### WHAT TO WORK ON
Please copy the data below exactly, from its first line through the line holding "ctx.lineWidth = width;", and skip the pictures.

### INPUT RECORDS
--

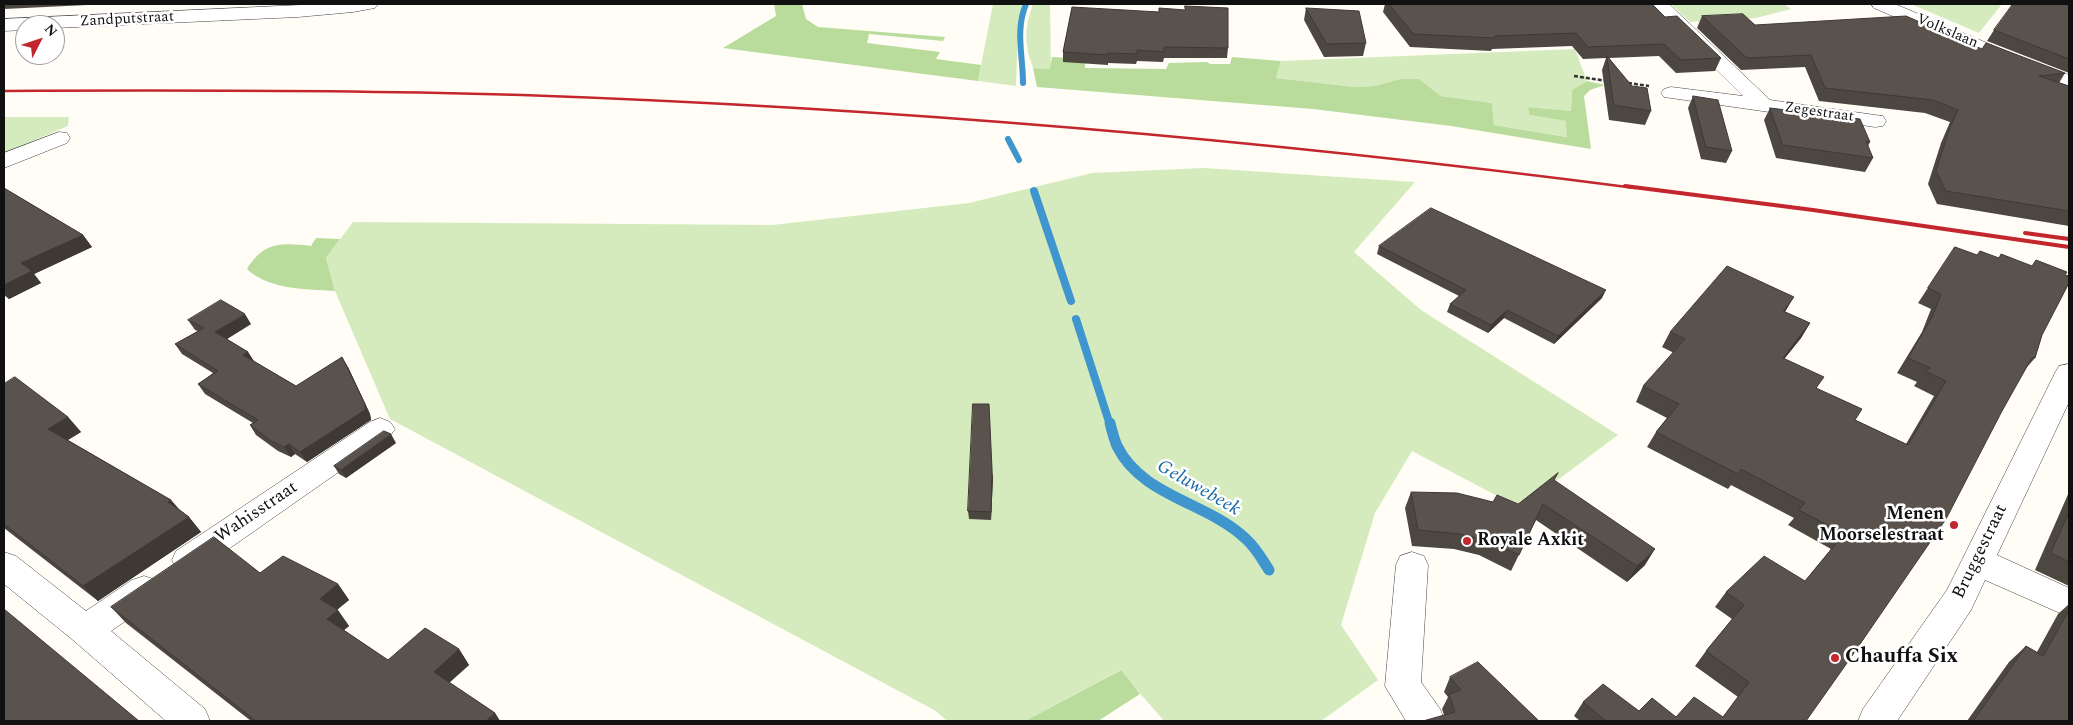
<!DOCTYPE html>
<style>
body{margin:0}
#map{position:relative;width:2073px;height:725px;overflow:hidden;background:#fffdf5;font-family:Spectral,serif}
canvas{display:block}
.frame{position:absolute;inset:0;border:5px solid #111;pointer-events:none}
.north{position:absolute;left:15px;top:15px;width:50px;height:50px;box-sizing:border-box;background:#fff;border:1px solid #a0a0a0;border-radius:50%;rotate:49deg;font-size:14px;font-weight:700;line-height:20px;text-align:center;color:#111}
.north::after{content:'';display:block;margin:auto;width:18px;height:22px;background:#c4262e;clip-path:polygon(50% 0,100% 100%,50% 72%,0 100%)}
</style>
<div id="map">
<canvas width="2073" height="725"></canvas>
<div class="frame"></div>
<div class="north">N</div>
</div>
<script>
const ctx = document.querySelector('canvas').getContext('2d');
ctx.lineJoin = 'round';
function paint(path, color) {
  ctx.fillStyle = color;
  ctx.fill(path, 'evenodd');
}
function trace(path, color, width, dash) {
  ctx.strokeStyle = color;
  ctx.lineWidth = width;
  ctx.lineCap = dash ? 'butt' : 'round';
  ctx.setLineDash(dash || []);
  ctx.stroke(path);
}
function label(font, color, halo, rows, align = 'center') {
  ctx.font = font + ' Spectral,serif';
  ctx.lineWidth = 5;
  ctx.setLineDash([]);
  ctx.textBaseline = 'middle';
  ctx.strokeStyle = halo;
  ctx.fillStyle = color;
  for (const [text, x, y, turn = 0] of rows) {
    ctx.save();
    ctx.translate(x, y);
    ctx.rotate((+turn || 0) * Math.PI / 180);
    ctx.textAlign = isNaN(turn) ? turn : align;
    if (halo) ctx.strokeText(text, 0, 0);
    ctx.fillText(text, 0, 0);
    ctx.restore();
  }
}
paint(new Path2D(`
 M993,4H1022L1018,30L1016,86L978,81Z
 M1033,4L1050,5L1051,69L1033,68C1024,45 1024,27 1033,4Z
 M1671,4H1784L1791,9L1756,18L1690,22Z
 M1911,4H2002L1979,33Z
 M1575,49L1587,81L1572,90L1571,111L1528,107L1529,115L1567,121L1568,137L1494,125L1492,103L1441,96L1419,79H1400L1375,86L1355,87L1276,78L1281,61Z
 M4,117H69L68,126L4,153Z
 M1204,168L1415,182L1354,252L1421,310L1618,435L1520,508L1412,451L1375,513L1341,625L1378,680L1321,721H1164L1120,670L1025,721H947L936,711L390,419L335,291L326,258L353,222L772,225L969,203L1092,173Z`), '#d5ebbd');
paint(new Path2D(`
 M774,4H802L806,19L818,27L945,37L943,41L869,34L867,43L940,52L936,59L981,65L978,81L723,48L776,16Z
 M1052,57L1085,59V68L1166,69L1169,63L1207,62L1210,64H1230L1232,57L1281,61L1276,78L1355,87L1375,86L1400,79H1419L1441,96L1492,103L1494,125L1567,137L1566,121L1529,115L1528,107L1571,111L1572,90L1587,81L1605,85L1590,90L1584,96L1591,149L1451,126L1313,109L1037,87L1033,68L1050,69Z
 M316,238L340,239L326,258L335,291C307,289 269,290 247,269C264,241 283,243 311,246Z
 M1121,670L1140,694L1098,721H1025Z`), '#b9dc9c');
trace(new Path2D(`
 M1023,83C1023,56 1015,30 1026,4
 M1008,139L1019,160`), '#3f96cf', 6);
trace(new Path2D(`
 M1034,191L1071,301
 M1076,319L1110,425`), '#3f96cf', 8);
trace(new Path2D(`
 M1110,423C1112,431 1114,439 1117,446C1142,497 1208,502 1246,539C1256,548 1262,559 1269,570`), '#3f96cf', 11);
const minor = new Path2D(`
 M322,4H378L375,8L353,12L298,17L55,28V25H25V30L4,31V19Z
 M1650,4H1669L1770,100L1875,115L1883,116L1886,121L1883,126L1875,127L1664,97L1661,93L1664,89L1671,87L1743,96Z
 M1871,4H1895L2020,57L2069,75V88L2006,65L1874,8Z
 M59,132L67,133L70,138L67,143L4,168V153Z
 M2069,364V402L1997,555L2069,588V617L1985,580L1971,610L1897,721H1858L1863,709L1947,590L2055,373L2059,366Z
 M380,418L390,422L395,429L390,436L200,569L188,573L176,569L172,560L176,551L370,422Z
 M4,552L16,556L86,611L132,580L144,576L156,580L161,590L156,600L111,631L205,709L210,721H166L73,640L4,584Z
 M1412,552L1424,556L1428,565L1421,682L1440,709L1445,721H1406L1385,686L1396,565L1400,556Z`);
trace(minor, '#444', 1);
trace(new Path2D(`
 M1574,76L1607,81
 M1628,83L1649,86`), '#333', 2.5, [4, 2]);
paint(minor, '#fff');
trace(new Path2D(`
 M4,91C177,90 349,90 522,95C894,108 1266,140 1635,188`), '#c4262e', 2.5);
trace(new Path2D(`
 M1625,186L1813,210L2069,247
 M2025,233L2069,239`), '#c4262e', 4);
paint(new Path2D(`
 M4,4H108L4,9Z
 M1385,4H1652L1665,17L1721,58L1715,71L1676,73L1659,56L1609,58L1651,111L1645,125L1609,120L1602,70L1606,58L1583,59L1572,46L1492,49L1491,51L1410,47L1383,12Z
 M2069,4V73L1987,41L1994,30Z
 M1072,7L1228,48L1227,58H1164L1163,62L1137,61L1136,64L1108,63V65L1063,62V52Z
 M1306,8L1366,43L1363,56L1324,57L1304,20Z
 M1702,16L1755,25L1982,49L2065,73L2059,83L2069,86V226L1937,204L1928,184L1941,143L1950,122L1925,113L1819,101L1805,67L1741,70L1697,28Z
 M1693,96L1732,151L1726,163L1701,159L1688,108Z
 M1770,108L1870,142L1868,146L1873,158L1865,172L1776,158L1764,120Z
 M4,188L83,235L92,247L34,274L41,283L9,299L4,295Z
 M1379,246L1602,298L1554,344L1504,318L1488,333L1447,312L1450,304L1459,296L1377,254Z
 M1955,247L2042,335L2035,358L2027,367L1806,721H1580L1574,716L1583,702L1676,717H1723L1738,697L1695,666L1706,651L1732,619L1715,607L1726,592L1805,581L1831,549L1788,525L1794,518L1731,485L1728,489L1647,447L1656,432L1667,418L1636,402L1643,386L1674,353L1662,347L1670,332L1785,312L1810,323L1801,338L1784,359L1816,388L1855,420L1906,444L1934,396L1914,386L1917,382L1897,373L1922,332L1931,309L1918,303Z
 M188,320L251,324L227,339L248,352L254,361L296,386L348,367L370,414L371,420L307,462L295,454L291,457L278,451L256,435L250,425L253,423L205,394L198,384L213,373L182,354L175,344L198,331L195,330Z
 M4,384L68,417L81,432L68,440L171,500L179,509L189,517L201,532L98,601L4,528Z
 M396,443L346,478L339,474L334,466Z
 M993,477L991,520L969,519L968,511Z
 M1554,480L1645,565L1627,582L1536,520L1511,571L1479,555L1454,549L1412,546L1405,508L1411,492L1493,502L1518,504Z
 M2069,492V586L2035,570Z
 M260,573L338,584L349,600L337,610L349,626L344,630L388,660L459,649L469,665L449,683L495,713L500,721H251L126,623L111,607Z
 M2069,604V721H1967L2009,662L2026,646L2037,652L2058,614Z
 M1450,677L1539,721L1444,715L1442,709L1448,697L1444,692Z`), '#4d4742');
paint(new Path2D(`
 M83,235L92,247L34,274L41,283L9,299L4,292V285L21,263Z
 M1606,290L1602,298L1554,344L1558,336Z
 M1794,297L1785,312L1783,311Z
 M1507,310L1504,318L1488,333L1491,325Z
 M245,314L251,324L222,342L215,332Z
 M1810,323L1801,338L1773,373L1783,358Z
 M248,352L254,362L243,355Z
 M342,357L348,367L370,414L371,420L307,462L300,452Z
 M68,417L81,432L61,444L48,429Z
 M391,434L396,443L346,478L341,470Z
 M289,444L295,454L291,457L284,447Z
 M992,469L993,477L991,520V512Z
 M171,500L184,516L168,502Z
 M189,517L201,532L98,601L83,586Z
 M1655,549L1645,565L1627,582L1637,566Z
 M338,584L349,600L331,614L320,599Z
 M338,610L349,626L339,634L327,619Z
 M459,649L469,665L444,687L434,672Z
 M495,713L500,721H486Z`), '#3f3936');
const building = new Path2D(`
 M1389,4H1652L1665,17L1677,16L1721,58L1681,60L1664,44L1588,47L1576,33L1495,36V38L1414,34Z
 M2013,4H2069V59L1994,30Z
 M1185,6L1228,8V48L1164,47V52L1137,50V54L1108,53V55L1063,52L1072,7L1159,12V8L1185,10Z
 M1306,8L1359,11L1366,43L1327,44Z
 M1743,14L1755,25L1906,16L1982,49L1986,43L2065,73L2039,76L2069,86V211L1946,191L1936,171L1949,130L1958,110L1933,100L1825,88L1811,55L1747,58L1702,16Z
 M1607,56L1632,86L1647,88L1651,111L1614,105Z
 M1693,96L1718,100L1732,151L1706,147Z
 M1770,108L1835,116L1860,119L1870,142L1866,141L1873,158L1783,145Z
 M4,188L83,235L21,263L32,271L4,285Z
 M1431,208L1606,290L1558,336L1507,310L1491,325L1450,304L1466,290L1379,246Z
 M1955,247L1977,255L1980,251L1999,258L2001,254L2032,266L2036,260L2067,272L2065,275L2069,276V283L2042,335L2035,358L2033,357L2030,361L2002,411L1946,519L1847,663L1806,721H1606L1583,702L1603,684L1639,711L1652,698L1676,717L1694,697L1723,717L1749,682L1706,651L1744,605L1726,592L1764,556L1805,581L1844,534L1799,510L1805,503L1741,469L1738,474L1656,432L1679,404L1643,386L1685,339L1670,332L1727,266L1794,297L1783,311L1810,323L1783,358L1824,377L1816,388L1862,409L1855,420L1908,445L1946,381L1925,371L1930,368L1908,358L1932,317L1941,294L1928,288Z
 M221,300L245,314L215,332L248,352L243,355L296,386L342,357L365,404V410L300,452L289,444L284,447L271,441L250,425L258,420L198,384L218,371L175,344L204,328L188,320Z
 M15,377L68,417L48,429L171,500L168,502L189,517L83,586L4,524V384Z
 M973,404H989L992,469L991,512L968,511Z
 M384,431L391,434L341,470L334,466Z
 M1558,473L1554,480L1655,549L1637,566L1543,504L1519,555L1486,540L1460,534L1418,530L1411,492L1457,493L1493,502L1497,495L1518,504Z
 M2069,512V562L2051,553Z
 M214,537L260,573L283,556L338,584L320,599L338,610L327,619L388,660L425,628L459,649L434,672L495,713L486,721H256L111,607Z
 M4,609L139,721H4Z
 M2069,610V721H1973L2026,646L2043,656Z
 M1478,662L1539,721H1423L1455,712L1449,694L1461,690L1450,677Z`);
paint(building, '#5a524d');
trace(building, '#3f3936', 1);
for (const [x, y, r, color] of [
 [1954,525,5,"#c4262e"],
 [1467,541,5,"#c4262e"],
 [1835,658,5,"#c4262e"]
]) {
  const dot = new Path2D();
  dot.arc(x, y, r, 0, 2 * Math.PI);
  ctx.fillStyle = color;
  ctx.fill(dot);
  trace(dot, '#fff', 2);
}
label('15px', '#111', '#fff', [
 ["Zandputstraat",127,20,-3],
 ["Volkslaan",1947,32,23],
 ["Zegestraat",1819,113,8]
]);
label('18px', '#111', '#fff', [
 ["Wahisstraat",257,513,-34],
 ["Bruggestraat",1981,552,-64]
]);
label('bold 18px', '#111', '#fff', [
 ["Menen",1944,515],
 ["Moorselestraat",1944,536],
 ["Royale Axkit",1477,541,"left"]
], 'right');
label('italic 19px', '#1768a6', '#fff', [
 ["Geluwebeek",1198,489,30]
]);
label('bold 21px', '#111', '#fff', [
 ["Chauffa Six",1845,658]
], 'left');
</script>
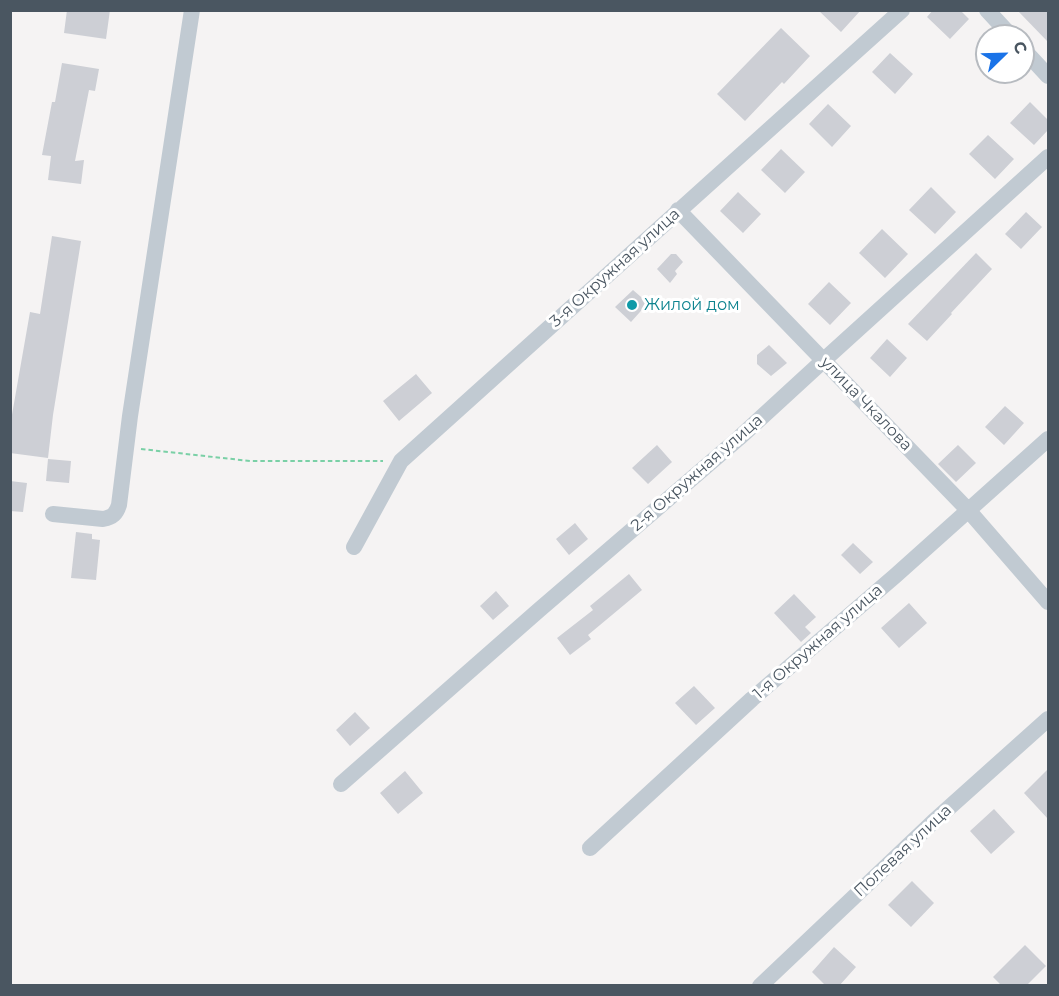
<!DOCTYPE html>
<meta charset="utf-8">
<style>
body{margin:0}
#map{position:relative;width:1059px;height:996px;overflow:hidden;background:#f5f3f3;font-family:Montserrat,sans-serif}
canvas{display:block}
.frame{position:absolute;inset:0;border:12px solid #4a5661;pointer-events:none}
.north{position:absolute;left:975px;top:24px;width:60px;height:60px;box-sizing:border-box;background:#fff;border:2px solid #b7bbc0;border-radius:50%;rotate:67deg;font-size:16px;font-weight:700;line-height:24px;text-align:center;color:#4a5661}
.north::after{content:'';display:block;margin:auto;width:21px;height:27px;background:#1a73e8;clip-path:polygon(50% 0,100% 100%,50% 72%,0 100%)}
</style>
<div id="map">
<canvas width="1059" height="996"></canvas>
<div class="frame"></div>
<div class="north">С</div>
</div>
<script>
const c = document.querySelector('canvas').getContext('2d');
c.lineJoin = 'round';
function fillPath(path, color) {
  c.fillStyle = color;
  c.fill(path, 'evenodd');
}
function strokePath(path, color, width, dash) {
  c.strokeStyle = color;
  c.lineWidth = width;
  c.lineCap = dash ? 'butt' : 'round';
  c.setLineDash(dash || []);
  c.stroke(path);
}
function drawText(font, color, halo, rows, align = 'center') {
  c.font = font + ' Montserrat,sans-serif';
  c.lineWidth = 6;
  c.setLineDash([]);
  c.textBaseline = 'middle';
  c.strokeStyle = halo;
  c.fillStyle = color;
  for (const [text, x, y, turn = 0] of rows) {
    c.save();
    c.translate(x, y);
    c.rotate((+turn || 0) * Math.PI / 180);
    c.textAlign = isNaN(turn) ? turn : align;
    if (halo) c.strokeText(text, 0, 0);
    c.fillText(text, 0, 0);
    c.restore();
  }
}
fillPath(new Path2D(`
 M 67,10 L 110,10 L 106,39 L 64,33 Z
 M 818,10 L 861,10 L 841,32 Z
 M 933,10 L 960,10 L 969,19 L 950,39 L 927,17 Z
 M 1017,10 L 1048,10 L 1048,42 Z
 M 781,28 L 810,56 L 784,84 L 782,82 L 745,121 L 717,94 Z
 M 890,53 L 913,74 L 895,94 L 872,72 Z
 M 62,63 L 99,69 L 95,91 L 89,90 L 75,161 L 84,160 L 81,184 L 48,180 L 51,156 L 42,155 L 52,102 L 55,102 Z
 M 1030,102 L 1048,120 L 1048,130 L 1034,145 L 1010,123 Z
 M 828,104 L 851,126 L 832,147 L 809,124 Z
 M 988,135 L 1014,159 L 995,179 L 969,154 Z
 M 781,149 L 805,172 L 785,193 L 761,170 Z
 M 931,187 L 956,212 L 935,234 L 909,210 Z
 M 738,192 L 761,214 L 743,233 L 720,211 Z
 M 1026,212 L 1042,227 L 1021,249 L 1005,234 Z
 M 882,229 L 908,254 L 885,278 L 859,253 Z
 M 52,236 L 81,241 L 53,415 L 48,458 L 10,453 L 10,426 L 30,312 L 40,314 Z
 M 976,253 L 992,269 L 951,313 L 952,314 L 927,341 L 908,324 Z
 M 671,254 L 676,254 L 683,262 L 675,271 L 677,274 L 670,283 L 657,269 Z
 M 829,282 L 851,303 L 830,325 L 808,304 Z
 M 633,290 L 648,303 L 631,322 L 615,307 Z
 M 887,339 L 907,358 L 890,377 L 870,358 Z
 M 769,345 L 787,363 L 771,376 L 757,364 L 757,355 Z
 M 416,374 L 432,393 L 399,421 L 383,401 Z
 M 1005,406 L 1024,423 L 1004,445 L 985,427 Z
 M 657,445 L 672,462 L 648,484 L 632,468 Z
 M 958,445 L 976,463 L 956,482 L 938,464 Z
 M 48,459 L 71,461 L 69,483 L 46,481 Z
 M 10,481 L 27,483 L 23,512 L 10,511 Z
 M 575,523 L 588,539 L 569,555 L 556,539 Z
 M 76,532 L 92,534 L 92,539 L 100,540 L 96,580 L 71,578 Z
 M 853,543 L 873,562 L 860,574 L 841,555 Z
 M 629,574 L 642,590 L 588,635 L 591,639 L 570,655 L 557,638 L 593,610 L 590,606 Z
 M 496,591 L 509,606 L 493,620 L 480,606 Z
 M 794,594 L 816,617 L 805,627 L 811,633 L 801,642 L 774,613 Z
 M 909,603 L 927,623 L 899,648 L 881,628 Z
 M 694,686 L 715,708 L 696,725 L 675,703 Z
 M 355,712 L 370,728 L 350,746 L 336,730 Z
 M 1048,769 L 1048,819 L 1024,793 Z
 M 405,771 L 423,793 L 398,814 L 380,793 Z
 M 994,809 L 1015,832 L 991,854 L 970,831 Z
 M 912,881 L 934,903 L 911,927 L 888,905 Z
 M 1025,945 L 1046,966 L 1026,986 L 1002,986 L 993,977 Z
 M 834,947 L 856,967 L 839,986 L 826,986 L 812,972 Z`), '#cdcfd5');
strokePath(new Path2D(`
 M 141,449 L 250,461 L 383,461`), '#7ad0a6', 2, [4.5, 3]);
strokePath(new Path2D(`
 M 987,10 L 1011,36
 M 1023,49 L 1048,76
 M 678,210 L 969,511 L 1048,602
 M 53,514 L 103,519 C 113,517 116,514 119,505 L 130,416 L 192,10
 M 354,547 L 401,461 L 902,10
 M 341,784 L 539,610 L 739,438 L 824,360 L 1048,157
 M 590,848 L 752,699 L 895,576 L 1048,439
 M 760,986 L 933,822 L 1048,719`), '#c1cad2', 16);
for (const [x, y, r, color] of [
 [632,305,6,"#0f9aa8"]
]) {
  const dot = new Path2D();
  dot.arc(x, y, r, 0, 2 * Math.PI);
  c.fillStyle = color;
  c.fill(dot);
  strokePath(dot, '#fff', 2);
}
drawText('16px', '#4a5661', '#fff', [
 ["3-я Окружная улица",615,268,-42],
 ["улица Чкалова",866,404,46],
 ["2-я Окружная улица",697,473,-41],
 ["1-я Окружная улица",818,642,-41],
 ["Полевая улица",903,851,-43]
]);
drawText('16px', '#0d838f', '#fff', [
 ["Жилой дом",644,305]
], 'left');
</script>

--

### PROBLEM SOLUTION
<!DOCTYPE html>
<style>
body{margin:0}
#map{position:relative;width:2073px;height:725px;overflow:hidden;background:#fffdf5;font-family:Spectral,serif}
canvas{display:block}
.frame{position:absolute;inset:0;border:5px solid #111;pointer-events:none}
.north{position:absolute;left:15px;top:15px;width:50px;height:50px;box-sizing:border-box;background:#fff;border:1px solid #a0a0a0;border-radius:50%;rotate:49deg;font-size:14px;font-weight:700;line-height:20px;text-align:center;color:#111}
.north::after{content:'';display:block;margin:auto;width:18px;height:22px;background:#c4262e;clip-path:polygon(50% 0,100% 100%,50% 72%,0 100%)}
</style>
<div id="map">
<canvas width="2073" height="725"></canvas>
<div class="frame"></div>
<div class="north">N</div>
</div>
<script>
const ctx = document.querySelector('canvas').getContext('2d');
ctx.lineJoin = 'round';
function paint(path, color) {
  ctx.fillStyle = color;
  ctx.fill(path, 'evenodd');
}
function trace(path, color, width, dash) {
  ctx.strokeStyle = color;
  ctx.lineWidth = width;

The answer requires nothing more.